You can see the problem of canonical settings in Marvel or DC comics. Before any new hero can get a shot at defeating Dr Doom's evil plans, the writer first has to establish that the Avengers are off-world, the X-Men are busy, and S.H.I.E.L.D. have their hands full. Before an up-and-comer can go toe-to-toe with Darkseid, we need to know why the Justice League, Justice Society, Green Lantern Corps, Teen Titans, Outsiders, Doom Patrol and, in a pinch, Batman, have not already dealt with the problem. It's no fun feeling like the night-shift janitor who only gets called in when all the competent people want the day off.

Points of Light is modular. If you have five adventures describing aspects of the setting, you can use three and ignore two without leaving suspicious blank spots on the world map. There's no global cartography and the relationship of one location to another need never be better defined than "to the north and east". Moreover, if you pick up a Forgotten Realms product and like the sound of Shadowdale, you can insert it wholesale into Points of Light without worrying about its larger context.

This will all sound familiar to the experienced player. It's the way many of us have built up D&D campaign worlds since the earliest editions. Points of Light gives official sanction to this kind of simple patchwork design, and directly offers it as a design model to the beginning DMs who will get the most use out of it.

The theme of Points of Light is something that Thunderspire Labyrinth takes to heart. Thunderspire's quest hub is the Seven-Pillared Hall, a small community of traders presided over by the mysterious Mages of Saruun. The Hall lies within the underground ruins of the long-abandoned minotaur city of Saruun Khel, better known today as the Thunderspire Labyrinth. While the Hall may be a safe haven, the remainder of the Labyrinth is haunted by lawless humanoids and horrific below-ground predators.
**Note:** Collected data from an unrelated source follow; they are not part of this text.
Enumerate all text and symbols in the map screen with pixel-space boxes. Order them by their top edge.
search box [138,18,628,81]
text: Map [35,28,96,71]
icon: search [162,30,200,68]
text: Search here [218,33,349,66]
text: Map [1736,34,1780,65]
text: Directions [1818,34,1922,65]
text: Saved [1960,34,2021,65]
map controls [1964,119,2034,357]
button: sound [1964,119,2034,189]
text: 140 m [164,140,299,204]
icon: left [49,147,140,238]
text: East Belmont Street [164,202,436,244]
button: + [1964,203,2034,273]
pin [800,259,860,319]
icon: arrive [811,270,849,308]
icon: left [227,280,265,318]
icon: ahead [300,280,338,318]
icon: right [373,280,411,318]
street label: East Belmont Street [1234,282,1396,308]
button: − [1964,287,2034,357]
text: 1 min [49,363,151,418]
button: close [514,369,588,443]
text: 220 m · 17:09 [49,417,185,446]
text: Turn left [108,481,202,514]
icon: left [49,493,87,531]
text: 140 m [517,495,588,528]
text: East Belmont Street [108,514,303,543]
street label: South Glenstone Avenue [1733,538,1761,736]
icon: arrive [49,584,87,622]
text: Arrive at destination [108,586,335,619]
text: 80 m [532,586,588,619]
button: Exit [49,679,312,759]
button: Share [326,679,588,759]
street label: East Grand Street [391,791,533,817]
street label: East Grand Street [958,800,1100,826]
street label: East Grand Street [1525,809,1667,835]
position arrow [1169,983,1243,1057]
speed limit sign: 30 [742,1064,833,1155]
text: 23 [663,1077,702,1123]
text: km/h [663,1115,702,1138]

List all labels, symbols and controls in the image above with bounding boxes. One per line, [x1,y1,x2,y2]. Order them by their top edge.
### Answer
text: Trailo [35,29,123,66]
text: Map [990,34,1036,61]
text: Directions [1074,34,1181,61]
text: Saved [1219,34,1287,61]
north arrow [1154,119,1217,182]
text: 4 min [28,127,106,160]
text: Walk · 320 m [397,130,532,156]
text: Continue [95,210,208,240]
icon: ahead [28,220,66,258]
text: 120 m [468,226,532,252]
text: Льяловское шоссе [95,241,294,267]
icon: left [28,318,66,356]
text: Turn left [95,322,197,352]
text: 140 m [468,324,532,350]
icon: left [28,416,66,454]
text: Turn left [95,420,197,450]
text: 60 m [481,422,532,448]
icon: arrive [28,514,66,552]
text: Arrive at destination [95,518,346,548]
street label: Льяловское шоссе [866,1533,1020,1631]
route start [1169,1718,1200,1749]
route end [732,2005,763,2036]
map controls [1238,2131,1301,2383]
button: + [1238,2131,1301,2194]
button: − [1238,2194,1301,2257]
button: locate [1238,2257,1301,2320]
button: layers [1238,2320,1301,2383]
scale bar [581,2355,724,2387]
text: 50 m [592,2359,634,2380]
The Hall itself plays home not only to humans, halflings, and the usual array of civilised races, but also to drow and duergar, emissaries of the malevolent Underdark races sent to the hall on semi-peaceful missions of trade. The Seven-Pillared Hall is a genuine frontier town, eking out a profitable existence in a place where an organised community should not be viable.

Questions:

[1]
Points of Light may be well-designed for encouraging beginning players, but it's far less useful for selling a series of novels, something that has traditionally been a profitable sideline for Wizards of the Coast. This approach is reflected in the D&D product line as well, with a much greater emphasis on core rulebooks and far fewer setting-specific products. What has changed in WoTC's market position to prompt this shift away from setting-based merchandising?

11 comments:

Maelora said...

Hmpf. You know what I think of 'Points of Light'. I can see your reasoning, but I think it's a dull, hollow setting that exists mostly to provide huge tracts of wilderness with innumerable dungeons, so the PCs can spend 99% of their lives in combat. The PCs in 4E feel completely disconnected from any aspect of their campaign world. And we've seen what happens when WotC try to hammer this 'square peg' into the 'round hole' of an established world like the Realms. The results aren't pretty.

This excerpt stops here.